Wednesday, September 07, 2011

Configuring the Systems Center Monitoring Pack for Windows Azure Applications on SCOM 2012 Beta

•• Updated 9/7/2011 1:00 PM PDT with diagram and link to Daniele Muscetta’s blog and confirmation of no grooming operations 48 hours after (presumably) enabling.

Updated 9/6/2011 9:45 AM PDT with the following status:

  • Memory Available Megabytes collection rule is enabled as expected
  • Total CPU Utilization Percentage collection rule isn’t enabled
  • No evidence of grooming monitor data storage so far

See end of post for details.


•• Following is a diagram of SCOM 2012’s Application Performance Monitoring architecture:

image

from Daniele Muscetta’s Application Monitoring Architecture in OpsMgr 2012 Beta post of 8/12/2011, which describes its capabilities and features.

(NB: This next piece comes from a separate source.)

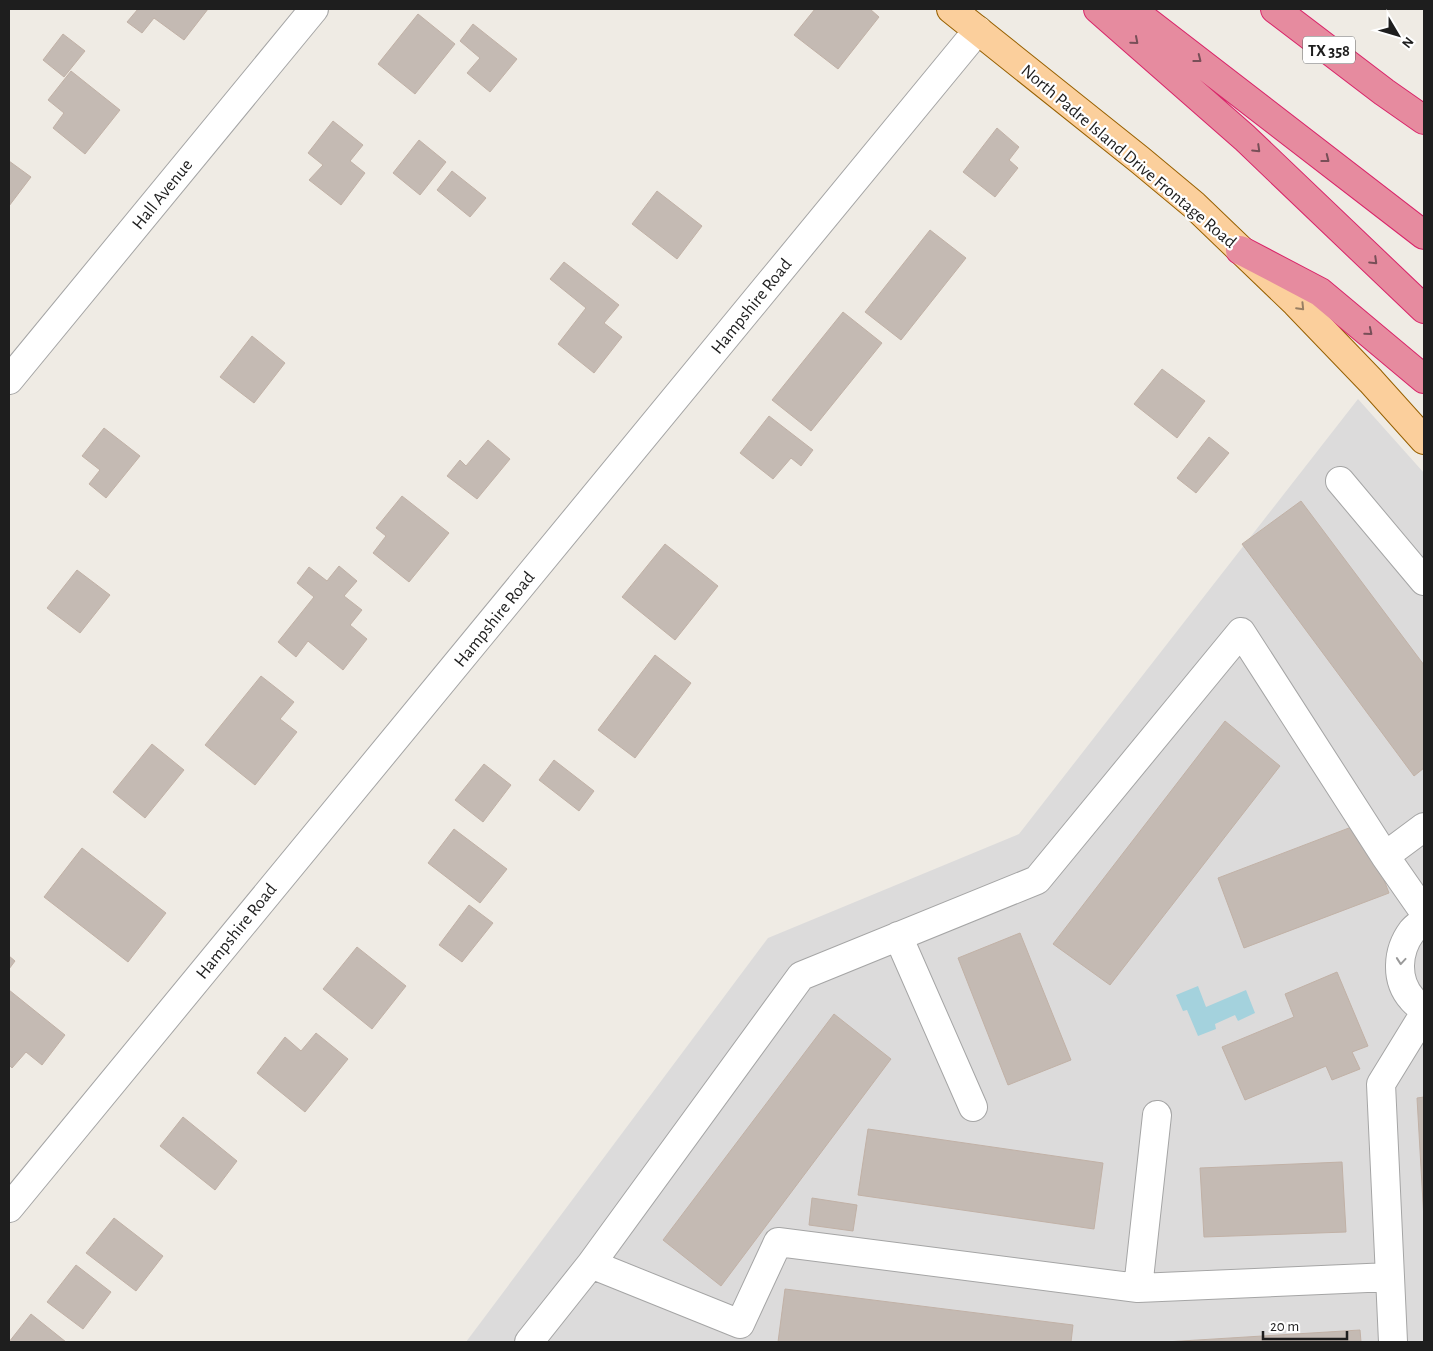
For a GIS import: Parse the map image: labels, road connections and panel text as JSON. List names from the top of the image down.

The Systems Center Operations Manager team’s “Guide for System Center Monitoring Pack for Windows Azure Applications” documentation provides sketchy instructions for configuring the monitors you install for a service hosted by Windows Azure. (See my Installing the Systems Center Monitoring Pack for Windows Azure Applications on SCOM 2012 Beta post of 9/4/2011.)

This article is an illustrated tutorial for configuring performance monitoring and grooming Windows Azure Diagnostics data to prevent its storage requirements from costing large sums each month. 

Inspecting Default Windows Azure Monitor Data

The “Key Monitoring Scenarios” section of the documentation says:

The following performance collection rules, which run every 5 minutes, collect performance data for each Windows Azure application that you discover:

  • ASP.NET Applications Requests/sec (Azure)
  • Network Interface Bytes Received/sec (Azure)
  • Network Interface Bytes Sent/sec (Azure)
  • Processor % Processor Time Total (Azure)
  • LogicalDisk Free Megabytes (Azure)
  • LogicalDisk % Free Space (Azure)
  • Memory Available Megabytes (Azure)

However, the docs fail to mention until the last page that collecting Processor % Processor Time Total (Azure) and Memory Available Megabytes (Azure) data is disabled by default.

Clicking the Monitoring button and selecting the Monitoring \ Windows Azure \ Performance \ Role Instance Performance shows all available counters that are enabled by default. To display one or more counters, mark their check boxe(s):

image

This chart for Bytes/sec Sent by the second Web Role (WebRole1_IN_1) Network Interface represents the outbound network traffic (chargeable) starting about four hours after completing installation of the WAzMP at about 4:00 PM Sunday, 9/4/2011, through noon on Monday 9/5/2011.

Steady relatively steady-state bursts from 1,500 to about 1,800 bytes/sec probably represents monitoring traffic. The three pulses to about 2,300, 3,100 and 2,100 are likely to be from early risers in Europe.

You can mark additional check boxes to overlay additional data, such as Bytes/sec Received (not chargeable). The 240 MB spike near midnight might be from a denial of service attempt.

image

Enabling Available MB of Memory and Total CPU Utilization Percentage Monitoring for a Windows Azure Role Instance (ServiceName)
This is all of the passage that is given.